Silent call. Concealing NTAPI calls from security tools

Since recently, EDR systems have been increasingly frequently using call stack tracing to detect malicious applications and envenom red teamer’s lives. Let’s analyze this powerful technique and find a way to fool EDR and call NTAPI covertly — so that even stack unwinding won’t expose your calls.

warning

This article is intended for security specialists operating under a contract; all information provided in it is for educational purposes only. Neither the author nor the Editorial Board can be held liable for any damages caused by improper usage of this publication. Distribution of malware, disruption of systems, and violation of secrecy of correspondence are prosecuted by law.

WinAPI indirect calls

Why invent something new if such a technique as WinAPI Indirect Calls already exists? It has certain advantages, and it’s easy to implement and well-documented. Let me briefly remind you of its operating principle.

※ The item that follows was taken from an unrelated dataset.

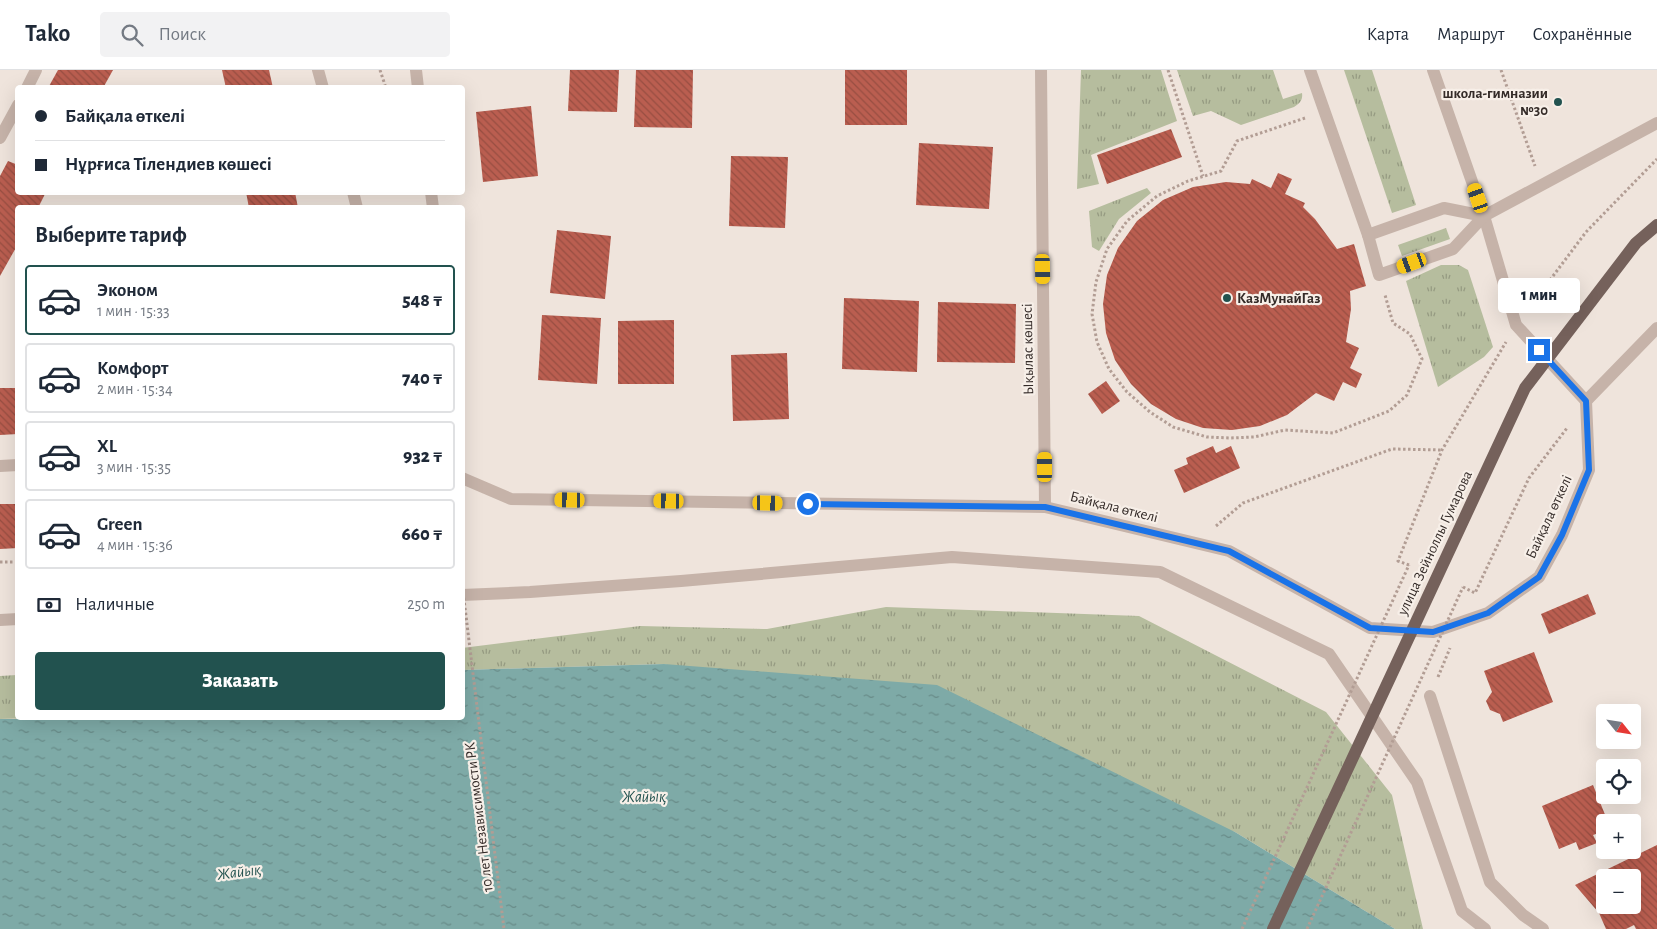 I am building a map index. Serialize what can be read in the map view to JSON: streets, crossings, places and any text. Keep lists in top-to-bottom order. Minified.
{"streets":{"main road":["улица Зейноллы Гумарова"],"street":["Ықылас көшесі","Байқала өткелі"],"path":["10 лет Независимости РК"]},"crossings":[["Ықылас көшесі","Байқала өткелі"]],"water":["Жайық"],"places":["школа-гимназии №30","КазМунайГаз"],"north":"bottom right","page":{"header":"Tako","search":"Поиск","nav":["Карта","Маршрут","Сохранённые"],"banner":["Байқала өткелі","Нұрғиса Тілендиев көшесі"],"heading":"Выберите тариф","list":[{"name":"Эконом","note":"1 мин · 15:33","value":"548 ₸"},{"name":"Комфорт","note":"2 мин · 15:34","value":"740 ₸"},{"name":"XL","note":"3 мин · 15:35","value":"932 ₸"},{"name":"Green","note":"4 мин · 15:36","value":"660 ₸"}],"bubble":"1 мин","pay":["Наличные","250 m"],"buttons":"Заказать","map_buttons":["+","−"]}}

The essence of the Indirect Syscalls technique is that NTAPI is called not directly via ntdll.dll, but using special code that emulates a NTAPI function call: a stack of arguments is formed; the number of the system service used for this call is saved to eax; and then a jump to the address of the syscall instruction in ntdll.dll is performed. The code looks something like this:

// The argument stack has already been formed; the WinAPI call from ntdll.dll is performed next
mov r10, rcx
mov eax, <syscall_number>
jmp <address_of_syscall_instruction_in_ntdll>

From the outside, it looks fine, and it had worked until EDR started using Event Tracing for Windows (ETW) to unwind the system call stack. Too bad, even though the Indirect Syscalls technique makes it possible to avoid detection at the user mode level, it still leaves traces in the call stack. EDR can now unwind this stack, analyze it, and detect such anomalies.

Stack, frames, and EDR

To proceed further, a basic understanding of stack frames is required: how are they generated and how do they work. A stack frame is a memory area in the stack allocated for the execution of each function contained in the program. It contains such data as function parameters, local variables, register values, and return address. Below is a simple example of such code:

void func1() {
    int x = 10;
    func2(x);
    ...
    ...
}
void func2(int y) {
    int z = y + 5;
}

When func2(x) is called, the following frame is generated:

RSP is the z variable;
RBP is the base pointer of the previous frame;
RBP + 8 is the pointer to the next instruction in func1() (return address); and
RBP + 16 is a parameter of the func2 function.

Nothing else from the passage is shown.